:: GOAL OF THE EXERCISE ::
When a line in the listing contains the string "setLineDash", pick it out and copy it.
START RECORDS FOR PROCESSING
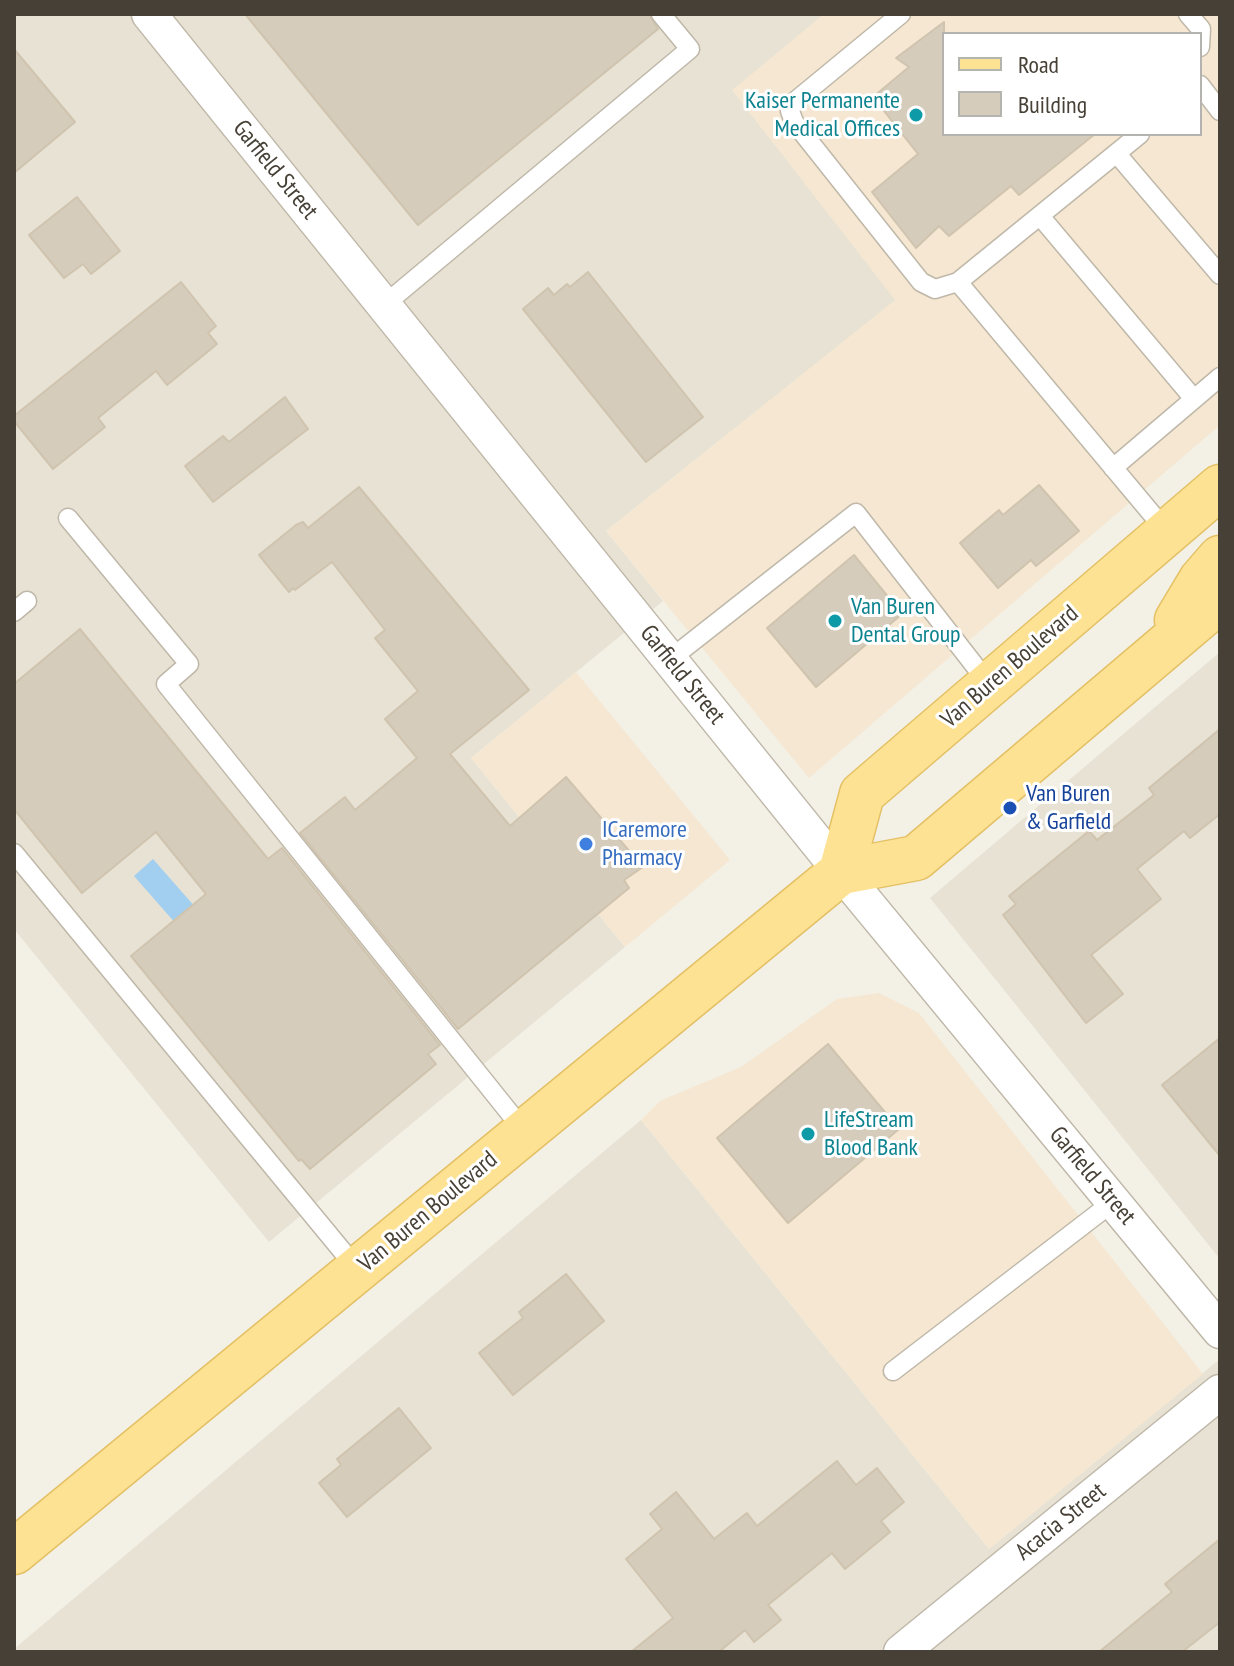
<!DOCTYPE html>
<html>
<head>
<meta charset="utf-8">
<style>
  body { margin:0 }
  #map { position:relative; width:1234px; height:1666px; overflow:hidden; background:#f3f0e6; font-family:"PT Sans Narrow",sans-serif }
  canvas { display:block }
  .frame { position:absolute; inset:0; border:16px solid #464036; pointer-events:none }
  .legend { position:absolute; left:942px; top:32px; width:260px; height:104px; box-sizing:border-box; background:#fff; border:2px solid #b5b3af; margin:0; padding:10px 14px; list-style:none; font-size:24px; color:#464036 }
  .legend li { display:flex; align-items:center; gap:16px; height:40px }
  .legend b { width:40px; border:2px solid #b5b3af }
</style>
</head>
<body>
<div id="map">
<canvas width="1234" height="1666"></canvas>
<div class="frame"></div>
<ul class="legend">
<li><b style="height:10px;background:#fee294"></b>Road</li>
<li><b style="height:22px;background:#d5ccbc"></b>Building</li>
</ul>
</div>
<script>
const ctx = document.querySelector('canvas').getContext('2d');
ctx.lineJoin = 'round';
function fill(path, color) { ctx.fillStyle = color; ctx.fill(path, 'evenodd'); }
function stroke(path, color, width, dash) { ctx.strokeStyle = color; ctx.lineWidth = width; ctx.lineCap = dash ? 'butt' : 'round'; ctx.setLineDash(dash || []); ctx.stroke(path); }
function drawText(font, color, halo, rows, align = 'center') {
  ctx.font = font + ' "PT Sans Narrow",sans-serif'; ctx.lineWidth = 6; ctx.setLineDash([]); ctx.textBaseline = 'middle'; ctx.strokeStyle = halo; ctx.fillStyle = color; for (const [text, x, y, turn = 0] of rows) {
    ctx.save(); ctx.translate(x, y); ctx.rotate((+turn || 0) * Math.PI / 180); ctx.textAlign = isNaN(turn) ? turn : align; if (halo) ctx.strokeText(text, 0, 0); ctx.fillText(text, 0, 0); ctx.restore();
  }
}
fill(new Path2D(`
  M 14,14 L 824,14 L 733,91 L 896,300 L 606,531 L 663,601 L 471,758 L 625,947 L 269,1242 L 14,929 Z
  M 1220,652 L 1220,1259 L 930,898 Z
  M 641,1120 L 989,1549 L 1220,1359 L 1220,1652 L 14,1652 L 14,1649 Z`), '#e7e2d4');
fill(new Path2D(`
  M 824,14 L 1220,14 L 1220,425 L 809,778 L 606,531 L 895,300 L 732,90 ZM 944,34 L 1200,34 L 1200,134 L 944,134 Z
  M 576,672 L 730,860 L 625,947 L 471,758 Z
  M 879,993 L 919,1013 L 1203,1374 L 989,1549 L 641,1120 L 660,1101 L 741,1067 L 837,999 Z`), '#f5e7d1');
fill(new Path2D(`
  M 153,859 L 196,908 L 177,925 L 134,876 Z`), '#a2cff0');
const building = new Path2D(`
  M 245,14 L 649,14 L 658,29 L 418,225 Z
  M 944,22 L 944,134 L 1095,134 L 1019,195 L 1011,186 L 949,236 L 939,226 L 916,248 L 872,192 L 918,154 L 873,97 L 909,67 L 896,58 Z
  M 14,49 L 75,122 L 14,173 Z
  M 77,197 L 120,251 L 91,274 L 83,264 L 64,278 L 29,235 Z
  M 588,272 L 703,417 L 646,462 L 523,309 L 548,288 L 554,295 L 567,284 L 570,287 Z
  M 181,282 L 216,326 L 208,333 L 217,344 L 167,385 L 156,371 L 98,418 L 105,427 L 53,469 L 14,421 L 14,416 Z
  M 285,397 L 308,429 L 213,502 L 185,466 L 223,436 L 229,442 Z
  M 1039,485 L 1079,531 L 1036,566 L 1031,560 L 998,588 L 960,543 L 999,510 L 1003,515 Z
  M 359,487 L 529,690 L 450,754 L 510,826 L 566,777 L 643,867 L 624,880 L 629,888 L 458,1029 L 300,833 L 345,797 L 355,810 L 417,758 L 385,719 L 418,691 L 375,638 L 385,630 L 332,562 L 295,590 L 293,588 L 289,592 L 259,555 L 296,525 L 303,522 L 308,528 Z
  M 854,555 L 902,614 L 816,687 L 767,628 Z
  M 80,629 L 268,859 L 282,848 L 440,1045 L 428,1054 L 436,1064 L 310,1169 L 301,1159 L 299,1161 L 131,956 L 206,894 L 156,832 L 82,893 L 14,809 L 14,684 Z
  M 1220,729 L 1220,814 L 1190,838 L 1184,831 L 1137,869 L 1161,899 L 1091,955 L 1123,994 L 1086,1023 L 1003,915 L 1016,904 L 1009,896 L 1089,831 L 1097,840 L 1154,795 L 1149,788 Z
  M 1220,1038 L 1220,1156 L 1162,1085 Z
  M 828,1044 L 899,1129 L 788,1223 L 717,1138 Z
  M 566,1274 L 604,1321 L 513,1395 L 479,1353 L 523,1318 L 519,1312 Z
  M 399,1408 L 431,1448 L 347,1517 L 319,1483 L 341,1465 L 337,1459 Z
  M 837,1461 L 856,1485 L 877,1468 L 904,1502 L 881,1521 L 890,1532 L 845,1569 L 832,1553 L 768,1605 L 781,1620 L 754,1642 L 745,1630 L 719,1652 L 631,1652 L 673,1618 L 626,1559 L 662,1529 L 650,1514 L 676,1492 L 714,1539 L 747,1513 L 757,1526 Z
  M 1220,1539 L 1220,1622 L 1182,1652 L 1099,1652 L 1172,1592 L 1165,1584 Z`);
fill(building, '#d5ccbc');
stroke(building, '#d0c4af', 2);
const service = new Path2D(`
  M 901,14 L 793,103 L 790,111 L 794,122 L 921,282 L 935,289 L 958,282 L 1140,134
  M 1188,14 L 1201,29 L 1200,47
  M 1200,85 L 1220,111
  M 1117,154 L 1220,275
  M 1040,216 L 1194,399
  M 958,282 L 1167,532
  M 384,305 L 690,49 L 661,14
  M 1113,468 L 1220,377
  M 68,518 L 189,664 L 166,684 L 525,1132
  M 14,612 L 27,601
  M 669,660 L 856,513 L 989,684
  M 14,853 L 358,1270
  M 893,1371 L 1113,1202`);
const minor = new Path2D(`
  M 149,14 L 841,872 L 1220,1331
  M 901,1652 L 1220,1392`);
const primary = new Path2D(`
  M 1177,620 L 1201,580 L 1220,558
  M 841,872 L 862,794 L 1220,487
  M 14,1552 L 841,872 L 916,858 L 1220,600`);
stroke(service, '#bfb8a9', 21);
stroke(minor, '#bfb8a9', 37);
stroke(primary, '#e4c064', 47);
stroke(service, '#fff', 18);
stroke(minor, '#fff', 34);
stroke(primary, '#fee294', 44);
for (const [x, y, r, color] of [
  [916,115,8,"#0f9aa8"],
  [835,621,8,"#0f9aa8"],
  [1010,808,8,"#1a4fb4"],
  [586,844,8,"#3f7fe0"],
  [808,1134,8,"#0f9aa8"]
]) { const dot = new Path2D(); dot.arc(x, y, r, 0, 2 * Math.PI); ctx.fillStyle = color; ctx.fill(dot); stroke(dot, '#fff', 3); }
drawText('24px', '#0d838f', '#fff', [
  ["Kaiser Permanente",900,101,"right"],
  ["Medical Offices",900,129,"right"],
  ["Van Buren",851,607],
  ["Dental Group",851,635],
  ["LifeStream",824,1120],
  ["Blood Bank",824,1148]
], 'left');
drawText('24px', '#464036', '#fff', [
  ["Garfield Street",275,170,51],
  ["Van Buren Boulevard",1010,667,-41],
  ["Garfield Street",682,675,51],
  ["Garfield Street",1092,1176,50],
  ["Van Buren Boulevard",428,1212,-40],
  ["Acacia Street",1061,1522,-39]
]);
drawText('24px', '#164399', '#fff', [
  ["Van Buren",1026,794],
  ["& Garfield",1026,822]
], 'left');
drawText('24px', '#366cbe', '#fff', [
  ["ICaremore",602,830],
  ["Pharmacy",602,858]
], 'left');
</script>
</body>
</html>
END RECORDS FOR PROCESSING
:: WRITTEN SOLUTION ::
function stroke(path, color, width, dash) { ctx.strokeStyle = color; ctx.lineWidth = width; ctx.lineCap = dash ? 'butt' : 'round'; ctx.setLineDash(dash || []); ctx.stroke(path); }
  ctx.font = font + ' "PT Sans Narrow",sans-serif'; ctx.lineWidth = 6; ctx.setLineDash([]); ctx.textBaseline = 'middle'; ctx.strokeStyle = halo; ctx.fillStyle = color; for (const [text, x, y, turn = 0] of rows) {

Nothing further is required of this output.